The other difference is that now I can recognize this distinction between surviving and living in a way that my younger self simply didn’t have the language for. In my mind, this also gives me a choice I couldn’t fully access as a child: the choice of living amidst survival.
While the darkest times of this pandemic existence — the strictest isolation, the initial grave worry over getting sick or worse, and so on — have required existing in survival mode, I’ve also managed to find moments to be alive since then.
This past semester has afforded me so many of these moments, really.
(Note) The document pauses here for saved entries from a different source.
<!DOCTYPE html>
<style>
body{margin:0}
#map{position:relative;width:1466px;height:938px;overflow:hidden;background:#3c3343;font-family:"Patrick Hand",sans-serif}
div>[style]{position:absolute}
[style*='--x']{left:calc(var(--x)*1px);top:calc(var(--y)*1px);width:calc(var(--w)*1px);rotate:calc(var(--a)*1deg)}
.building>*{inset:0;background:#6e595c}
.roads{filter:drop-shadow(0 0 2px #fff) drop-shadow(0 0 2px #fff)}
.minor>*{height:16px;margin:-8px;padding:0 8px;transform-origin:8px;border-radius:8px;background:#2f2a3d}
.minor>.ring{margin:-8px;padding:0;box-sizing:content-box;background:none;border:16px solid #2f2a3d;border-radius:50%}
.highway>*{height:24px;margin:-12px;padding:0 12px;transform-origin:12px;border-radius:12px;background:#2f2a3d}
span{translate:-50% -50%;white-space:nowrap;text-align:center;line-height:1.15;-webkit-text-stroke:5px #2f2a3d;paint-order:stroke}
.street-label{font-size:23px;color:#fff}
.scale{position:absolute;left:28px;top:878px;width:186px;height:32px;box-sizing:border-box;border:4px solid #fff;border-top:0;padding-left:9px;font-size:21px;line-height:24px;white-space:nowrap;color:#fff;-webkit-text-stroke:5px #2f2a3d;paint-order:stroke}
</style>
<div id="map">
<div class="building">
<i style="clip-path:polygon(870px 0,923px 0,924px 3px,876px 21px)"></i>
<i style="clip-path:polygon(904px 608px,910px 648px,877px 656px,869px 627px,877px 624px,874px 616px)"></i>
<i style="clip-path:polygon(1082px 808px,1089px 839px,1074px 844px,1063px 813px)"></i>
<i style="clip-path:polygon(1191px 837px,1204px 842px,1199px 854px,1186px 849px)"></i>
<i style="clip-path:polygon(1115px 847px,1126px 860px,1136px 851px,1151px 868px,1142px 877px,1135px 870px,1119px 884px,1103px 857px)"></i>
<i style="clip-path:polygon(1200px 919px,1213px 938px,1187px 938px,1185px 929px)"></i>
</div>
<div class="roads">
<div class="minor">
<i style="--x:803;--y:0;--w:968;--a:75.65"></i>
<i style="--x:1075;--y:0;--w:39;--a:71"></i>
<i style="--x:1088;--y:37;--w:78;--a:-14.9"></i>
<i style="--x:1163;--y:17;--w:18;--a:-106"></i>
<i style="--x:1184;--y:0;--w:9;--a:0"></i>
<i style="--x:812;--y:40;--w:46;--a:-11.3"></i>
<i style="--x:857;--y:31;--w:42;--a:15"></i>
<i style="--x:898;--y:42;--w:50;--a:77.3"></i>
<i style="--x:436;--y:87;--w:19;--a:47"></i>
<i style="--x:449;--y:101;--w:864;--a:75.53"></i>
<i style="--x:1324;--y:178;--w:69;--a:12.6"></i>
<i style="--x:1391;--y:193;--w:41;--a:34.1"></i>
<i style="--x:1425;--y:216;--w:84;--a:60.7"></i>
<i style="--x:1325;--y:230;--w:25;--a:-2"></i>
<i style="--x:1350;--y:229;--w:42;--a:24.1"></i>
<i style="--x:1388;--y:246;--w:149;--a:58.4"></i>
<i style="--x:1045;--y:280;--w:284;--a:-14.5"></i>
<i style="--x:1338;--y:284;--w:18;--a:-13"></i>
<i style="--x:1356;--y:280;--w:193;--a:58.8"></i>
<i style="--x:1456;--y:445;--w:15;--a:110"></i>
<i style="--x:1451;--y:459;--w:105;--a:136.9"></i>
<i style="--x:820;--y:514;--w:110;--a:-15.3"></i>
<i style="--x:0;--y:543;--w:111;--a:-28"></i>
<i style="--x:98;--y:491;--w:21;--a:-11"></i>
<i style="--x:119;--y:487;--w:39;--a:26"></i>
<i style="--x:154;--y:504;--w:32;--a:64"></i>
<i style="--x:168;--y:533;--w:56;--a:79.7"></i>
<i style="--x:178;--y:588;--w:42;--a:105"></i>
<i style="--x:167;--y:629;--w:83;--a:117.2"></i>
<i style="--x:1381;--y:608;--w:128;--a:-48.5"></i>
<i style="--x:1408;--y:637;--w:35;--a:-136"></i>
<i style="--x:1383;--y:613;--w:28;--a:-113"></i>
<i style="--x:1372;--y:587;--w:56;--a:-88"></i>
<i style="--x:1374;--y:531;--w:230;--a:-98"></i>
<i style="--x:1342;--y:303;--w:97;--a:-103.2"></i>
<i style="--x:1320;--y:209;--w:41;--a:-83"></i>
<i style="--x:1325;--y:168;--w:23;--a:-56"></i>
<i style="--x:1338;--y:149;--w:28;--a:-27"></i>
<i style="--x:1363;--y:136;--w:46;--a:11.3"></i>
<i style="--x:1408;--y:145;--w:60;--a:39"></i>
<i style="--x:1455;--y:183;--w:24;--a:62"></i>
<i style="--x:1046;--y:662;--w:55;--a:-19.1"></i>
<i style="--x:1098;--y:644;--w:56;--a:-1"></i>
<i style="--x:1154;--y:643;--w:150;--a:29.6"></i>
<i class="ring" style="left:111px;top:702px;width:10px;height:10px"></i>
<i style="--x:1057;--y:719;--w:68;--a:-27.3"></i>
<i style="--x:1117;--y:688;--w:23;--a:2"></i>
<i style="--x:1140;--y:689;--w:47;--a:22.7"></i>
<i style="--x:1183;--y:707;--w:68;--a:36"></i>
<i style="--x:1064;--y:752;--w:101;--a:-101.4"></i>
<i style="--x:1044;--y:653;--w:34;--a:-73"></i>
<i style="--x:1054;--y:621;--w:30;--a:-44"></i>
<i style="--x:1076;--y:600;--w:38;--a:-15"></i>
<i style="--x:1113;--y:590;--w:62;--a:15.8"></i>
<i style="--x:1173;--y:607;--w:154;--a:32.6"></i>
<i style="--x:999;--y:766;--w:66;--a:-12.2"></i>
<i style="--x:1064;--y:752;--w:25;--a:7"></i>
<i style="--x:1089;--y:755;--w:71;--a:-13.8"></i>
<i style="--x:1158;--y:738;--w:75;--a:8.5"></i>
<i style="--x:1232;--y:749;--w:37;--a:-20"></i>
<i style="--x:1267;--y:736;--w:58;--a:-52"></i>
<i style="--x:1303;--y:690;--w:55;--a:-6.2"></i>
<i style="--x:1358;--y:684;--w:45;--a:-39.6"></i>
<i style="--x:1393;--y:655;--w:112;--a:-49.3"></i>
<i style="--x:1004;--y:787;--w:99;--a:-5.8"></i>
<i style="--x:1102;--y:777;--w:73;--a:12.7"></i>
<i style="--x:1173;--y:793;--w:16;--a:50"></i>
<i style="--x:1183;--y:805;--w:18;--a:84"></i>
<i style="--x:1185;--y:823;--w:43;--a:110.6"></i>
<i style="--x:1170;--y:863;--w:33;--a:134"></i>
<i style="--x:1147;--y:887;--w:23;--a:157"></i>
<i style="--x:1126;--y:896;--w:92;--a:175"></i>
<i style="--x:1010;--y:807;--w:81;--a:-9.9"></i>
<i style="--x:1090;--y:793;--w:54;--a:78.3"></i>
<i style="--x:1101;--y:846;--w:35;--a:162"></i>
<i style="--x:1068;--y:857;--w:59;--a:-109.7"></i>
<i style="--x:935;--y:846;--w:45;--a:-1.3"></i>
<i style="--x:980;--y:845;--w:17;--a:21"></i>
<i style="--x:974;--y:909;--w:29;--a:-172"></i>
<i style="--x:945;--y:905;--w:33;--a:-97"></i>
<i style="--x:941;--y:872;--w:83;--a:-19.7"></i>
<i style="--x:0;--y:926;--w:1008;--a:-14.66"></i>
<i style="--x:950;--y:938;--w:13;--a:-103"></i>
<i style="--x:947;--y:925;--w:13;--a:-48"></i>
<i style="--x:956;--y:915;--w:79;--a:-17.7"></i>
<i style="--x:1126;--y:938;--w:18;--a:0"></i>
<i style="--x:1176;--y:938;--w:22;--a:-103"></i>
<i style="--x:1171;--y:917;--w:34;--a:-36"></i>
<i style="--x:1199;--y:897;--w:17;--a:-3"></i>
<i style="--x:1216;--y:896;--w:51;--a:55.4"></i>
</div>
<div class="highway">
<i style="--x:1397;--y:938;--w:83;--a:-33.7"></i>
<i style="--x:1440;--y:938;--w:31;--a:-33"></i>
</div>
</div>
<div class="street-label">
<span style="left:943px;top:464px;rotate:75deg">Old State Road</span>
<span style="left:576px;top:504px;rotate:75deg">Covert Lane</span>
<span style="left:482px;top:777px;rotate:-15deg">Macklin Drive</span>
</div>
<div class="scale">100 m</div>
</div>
Meals with friends. The retreat I find in going to Rojo’s for coffee. The joy of reading something for a class that expands my understanding of myself and the world. The recklessness and risk of confessing feelings. The boost of achieving something, small or large. The pride in publishing a fantastic essay after many rounds of editing with its writer. The comfort in writing my own essays.
All these moments, in a time of survival, have helped me maintain hope, to keep dreaming, to keep seeking out opportunities. These moments, to me, are living, when surviving can seem like the limit while experiencing a pandemic.
Truthfully, despite spending a number of days thinking about this, I wasn’t sure how to write about it until Joan Didion’s death led me to discover a quote from a commencement speech she once delivered:
“I’m just telling you to live in it. Not just to endure it, not just to suffer it, not just to pass through it, but to live in it. To look at it. To try to get the picture. To live recklessly. To take chances. To make your own work and take pride in it. To seize the moment.”
Reading this, like reading Sun’s essay, was like reading what I’ve felt this past semester and discovered earlier in my life. It’s also what will carry me into a new year — one in which I’m determined not just to survive, but also to live.